In 1996, while he was the commanding general of the US Southern Command, Secretary of Defense William Perry asked McCaffrey if he would like to be the director of national drug policy. It would mean leaving the army. “No,” he replied. McCaffrey still harbored ambitions. He wasn’t ready for civvies.

“So I wrote a policy paper and told them how to better organize the counterdrug effort,” McCaffrey said. “I included the names of three people who would be appropriate drug policy directors and sent it to the White House. Perry, one of the best people I’ve met in a life in public service, called me in. ‘Barry,’ he said, ‘when you wrote this paper for the president, you sealed your fate. I told the president that you ought to be his drug policy director.’

“When I told my dad how I got to see the president and told him who he ought to get for the job and how to organize it, my father said, ‘The president asked you to do something. Shut up and do what you were told.’”

McCaffrey sacrificed the balance of his promising army career and retired from active duty. Confirmed unanimously by the Senate as director of the Office of National Drug Control Policy (ONDCP), McCaffrey came with experience from interdicting drug smugglers from South America as head of the Southern Command.

McCaffrey’s policy paper was a surprise to civilian leadership, but he actually knew a lot about drug abuse. “During the Vietnam era, we had a military with zero drug use,” he said. “By the war’s end, it was a nightmare. After Vietnam, we launched a campaign to deal with drug issues. We had very expensive treatment programs at post and theater level, an active prevention program, interdiction, and law-enforcement operations.”

McCaffrey came to the job with the conviction that any counterdrug strategy must be primarily prevention and education programs aimed at adolescents. “The centerpiece was dealing with children between the eighth and twelfth grade with a variety of tools to convince them to not become habitual drug and alcohol users,” he said. A $1 billion budget went largely for prevention education and a national health campaign. An additional component was research into addiction.

The interdiction component was aimed at keeping drugs off the streets by intercepting them at ports of entry and on the high seas and by ending their manufacture.
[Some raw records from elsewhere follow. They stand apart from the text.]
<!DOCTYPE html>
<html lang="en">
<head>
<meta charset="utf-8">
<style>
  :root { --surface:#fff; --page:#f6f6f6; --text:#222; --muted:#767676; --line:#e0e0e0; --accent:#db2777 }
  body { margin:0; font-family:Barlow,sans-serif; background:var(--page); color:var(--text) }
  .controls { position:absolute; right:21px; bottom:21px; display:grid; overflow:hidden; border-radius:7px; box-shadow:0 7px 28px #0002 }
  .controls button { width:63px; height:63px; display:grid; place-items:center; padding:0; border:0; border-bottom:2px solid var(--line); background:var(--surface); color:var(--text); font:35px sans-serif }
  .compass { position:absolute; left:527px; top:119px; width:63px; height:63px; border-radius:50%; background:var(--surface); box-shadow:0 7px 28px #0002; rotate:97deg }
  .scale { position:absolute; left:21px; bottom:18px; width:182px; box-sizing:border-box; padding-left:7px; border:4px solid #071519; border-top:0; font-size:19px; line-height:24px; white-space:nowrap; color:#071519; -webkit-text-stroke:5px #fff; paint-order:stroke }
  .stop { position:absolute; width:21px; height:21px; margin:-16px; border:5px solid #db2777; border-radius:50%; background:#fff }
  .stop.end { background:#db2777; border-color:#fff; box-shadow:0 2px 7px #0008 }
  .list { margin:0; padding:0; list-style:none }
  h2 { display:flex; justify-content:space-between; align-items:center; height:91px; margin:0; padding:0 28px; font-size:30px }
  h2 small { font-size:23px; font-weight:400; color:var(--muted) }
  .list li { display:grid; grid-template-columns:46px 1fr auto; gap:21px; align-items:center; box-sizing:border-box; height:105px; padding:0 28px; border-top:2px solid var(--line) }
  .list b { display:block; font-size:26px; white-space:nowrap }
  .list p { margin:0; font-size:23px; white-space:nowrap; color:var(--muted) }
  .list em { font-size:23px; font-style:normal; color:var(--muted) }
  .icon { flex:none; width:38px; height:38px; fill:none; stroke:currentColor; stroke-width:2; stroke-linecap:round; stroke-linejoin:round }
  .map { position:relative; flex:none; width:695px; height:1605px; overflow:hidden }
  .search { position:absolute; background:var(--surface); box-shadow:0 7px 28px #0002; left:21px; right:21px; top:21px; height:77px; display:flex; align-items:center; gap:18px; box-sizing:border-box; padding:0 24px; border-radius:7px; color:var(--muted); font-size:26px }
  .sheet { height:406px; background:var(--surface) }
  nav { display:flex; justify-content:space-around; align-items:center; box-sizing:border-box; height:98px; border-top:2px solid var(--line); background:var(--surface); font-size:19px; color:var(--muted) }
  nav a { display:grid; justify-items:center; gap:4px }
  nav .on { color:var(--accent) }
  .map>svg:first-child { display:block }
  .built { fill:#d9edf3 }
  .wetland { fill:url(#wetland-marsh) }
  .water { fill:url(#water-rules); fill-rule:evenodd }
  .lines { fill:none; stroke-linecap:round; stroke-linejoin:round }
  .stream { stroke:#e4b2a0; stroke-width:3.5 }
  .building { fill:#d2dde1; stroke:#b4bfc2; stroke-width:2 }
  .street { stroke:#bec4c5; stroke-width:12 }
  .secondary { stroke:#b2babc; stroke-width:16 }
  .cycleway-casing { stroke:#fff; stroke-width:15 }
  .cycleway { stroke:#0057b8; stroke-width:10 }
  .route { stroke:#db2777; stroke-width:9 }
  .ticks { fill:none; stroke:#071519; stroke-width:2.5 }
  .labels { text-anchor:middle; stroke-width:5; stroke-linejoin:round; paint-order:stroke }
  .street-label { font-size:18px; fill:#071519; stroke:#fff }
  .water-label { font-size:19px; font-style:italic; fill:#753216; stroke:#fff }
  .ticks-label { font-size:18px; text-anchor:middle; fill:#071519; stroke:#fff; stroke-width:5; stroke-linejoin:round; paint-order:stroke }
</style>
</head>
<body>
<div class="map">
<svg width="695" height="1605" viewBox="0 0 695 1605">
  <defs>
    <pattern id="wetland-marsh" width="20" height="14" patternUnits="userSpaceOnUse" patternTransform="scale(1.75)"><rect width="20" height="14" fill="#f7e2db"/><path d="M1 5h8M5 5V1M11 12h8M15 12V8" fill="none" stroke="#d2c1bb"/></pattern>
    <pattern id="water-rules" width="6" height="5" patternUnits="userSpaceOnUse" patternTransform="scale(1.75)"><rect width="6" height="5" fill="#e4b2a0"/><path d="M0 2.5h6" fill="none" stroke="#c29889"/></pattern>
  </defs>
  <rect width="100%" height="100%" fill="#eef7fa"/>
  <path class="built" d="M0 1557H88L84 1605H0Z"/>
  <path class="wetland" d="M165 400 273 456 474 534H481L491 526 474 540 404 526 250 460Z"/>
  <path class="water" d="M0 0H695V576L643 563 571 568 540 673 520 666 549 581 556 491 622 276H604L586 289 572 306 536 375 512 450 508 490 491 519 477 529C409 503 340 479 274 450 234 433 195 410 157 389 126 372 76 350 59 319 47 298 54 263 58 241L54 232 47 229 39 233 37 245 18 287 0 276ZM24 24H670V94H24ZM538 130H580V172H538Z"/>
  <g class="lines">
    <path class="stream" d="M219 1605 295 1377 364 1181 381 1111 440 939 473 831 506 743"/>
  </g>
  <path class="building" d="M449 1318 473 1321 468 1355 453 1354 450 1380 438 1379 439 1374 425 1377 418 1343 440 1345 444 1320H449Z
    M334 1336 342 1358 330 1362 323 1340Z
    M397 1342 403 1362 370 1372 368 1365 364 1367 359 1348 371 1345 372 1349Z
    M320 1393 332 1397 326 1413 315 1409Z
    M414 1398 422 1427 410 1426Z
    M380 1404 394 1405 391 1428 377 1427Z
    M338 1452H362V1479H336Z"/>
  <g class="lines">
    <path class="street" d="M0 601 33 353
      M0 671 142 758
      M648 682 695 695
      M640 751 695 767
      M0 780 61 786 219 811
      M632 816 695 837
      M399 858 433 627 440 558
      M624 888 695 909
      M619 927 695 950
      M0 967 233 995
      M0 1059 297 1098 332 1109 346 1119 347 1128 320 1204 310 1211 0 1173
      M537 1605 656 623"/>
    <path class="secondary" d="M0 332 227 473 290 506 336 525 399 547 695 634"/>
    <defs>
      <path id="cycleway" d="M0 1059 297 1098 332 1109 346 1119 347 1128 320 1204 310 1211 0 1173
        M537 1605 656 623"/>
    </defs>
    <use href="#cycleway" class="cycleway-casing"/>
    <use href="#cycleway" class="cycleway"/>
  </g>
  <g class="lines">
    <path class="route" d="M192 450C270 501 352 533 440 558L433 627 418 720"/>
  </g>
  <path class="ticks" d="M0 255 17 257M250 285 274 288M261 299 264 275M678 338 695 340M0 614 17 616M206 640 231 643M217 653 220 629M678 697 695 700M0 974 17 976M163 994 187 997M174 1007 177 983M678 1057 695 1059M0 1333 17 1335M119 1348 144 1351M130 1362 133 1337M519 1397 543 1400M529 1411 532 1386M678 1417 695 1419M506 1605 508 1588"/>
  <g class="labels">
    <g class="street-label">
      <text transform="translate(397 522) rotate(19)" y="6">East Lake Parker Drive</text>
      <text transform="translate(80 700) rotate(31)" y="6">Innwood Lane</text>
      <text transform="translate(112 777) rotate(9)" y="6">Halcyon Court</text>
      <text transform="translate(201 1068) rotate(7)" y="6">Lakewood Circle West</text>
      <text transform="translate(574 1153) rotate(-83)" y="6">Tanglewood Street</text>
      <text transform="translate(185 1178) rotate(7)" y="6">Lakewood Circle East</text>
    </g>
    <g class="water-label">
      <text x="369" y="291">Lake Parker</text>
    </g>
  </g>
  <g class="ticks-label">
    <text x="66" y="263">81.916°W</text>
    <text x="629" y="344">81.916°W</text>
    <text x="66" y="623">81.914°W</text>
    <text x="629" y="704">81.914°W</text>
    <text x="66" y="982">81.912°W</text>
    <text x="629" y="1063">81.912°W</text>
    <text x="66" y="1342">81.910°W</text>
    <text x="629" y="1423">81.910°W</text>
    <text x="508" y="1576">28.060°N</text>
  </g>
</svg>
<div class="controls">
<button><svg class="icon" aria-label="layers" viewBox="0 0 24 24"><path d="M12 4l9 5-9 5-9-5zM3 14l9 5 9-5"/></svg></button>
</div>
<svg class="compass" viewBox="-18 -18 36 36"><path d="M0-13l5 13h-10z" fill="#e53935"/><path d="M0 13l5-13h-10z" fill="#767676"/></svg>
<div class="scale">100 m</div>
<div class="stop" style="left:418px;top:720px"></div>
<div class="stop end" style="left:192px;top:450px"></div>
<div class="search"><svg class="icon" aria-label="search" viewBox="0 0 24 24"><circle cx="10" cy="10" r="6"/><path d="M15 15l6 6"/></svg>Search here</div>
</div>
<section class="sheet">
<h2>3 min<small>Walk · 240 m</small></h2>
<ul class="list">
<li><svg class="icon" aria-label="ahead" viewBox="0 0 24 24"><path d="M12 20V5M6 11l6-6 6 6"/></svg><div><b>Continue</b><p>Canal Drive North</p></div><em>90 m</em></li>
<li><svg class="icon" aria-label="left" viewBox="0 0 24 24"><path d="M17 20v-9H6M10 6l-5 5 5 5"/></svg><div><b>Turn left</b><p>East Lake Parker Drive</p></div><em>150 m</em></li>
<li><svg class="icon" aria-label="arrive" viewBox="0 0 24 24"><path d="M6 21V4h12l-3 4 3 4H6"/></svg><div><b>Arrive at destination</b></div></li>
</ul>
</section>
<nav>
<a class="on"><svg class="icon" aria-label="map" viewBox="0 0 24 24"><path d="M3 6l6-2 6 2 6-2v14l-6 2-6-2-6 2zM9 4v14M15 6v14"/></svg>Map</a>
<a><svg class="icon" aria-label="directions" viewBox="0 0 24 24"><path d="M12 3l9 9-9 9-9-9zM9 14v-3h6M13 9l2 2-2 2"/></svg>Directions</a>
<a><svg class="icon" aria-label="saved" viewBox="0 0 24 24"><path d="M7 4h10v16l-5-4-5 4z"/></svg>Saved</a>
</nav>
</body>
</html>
In 1999, McCaffrey led an initiative to begin eliminating coca farming in Colombia.

Another McCaffrey initiative was asking the entertainment industry to change the depiction of drug use in movies and television, including paying television producers to embed antidrug messages into programs.

The last component was treatment, largely paid for with individual health insurance. It was nevertheless costly, long-term, difficult, and poorly supported because of the stigma. “Nobody likes drug addicts,” McCaffrey explained.

When he took office, about 7 percent of the population regularly abused drugs. Through interdiction, education, and long-term treatment programs, by the time he left office in 2001, the number of habitual users had fallen to 5 percent—a nationwide reduction of more than 25 percent.

“General McCaffrey made ONDCP a force to be reckoned with,” said New York City police commissioner Raymond Kelly. “He brought a fierce intellect, compassion, and vision to the job. In short, he brought leadership.”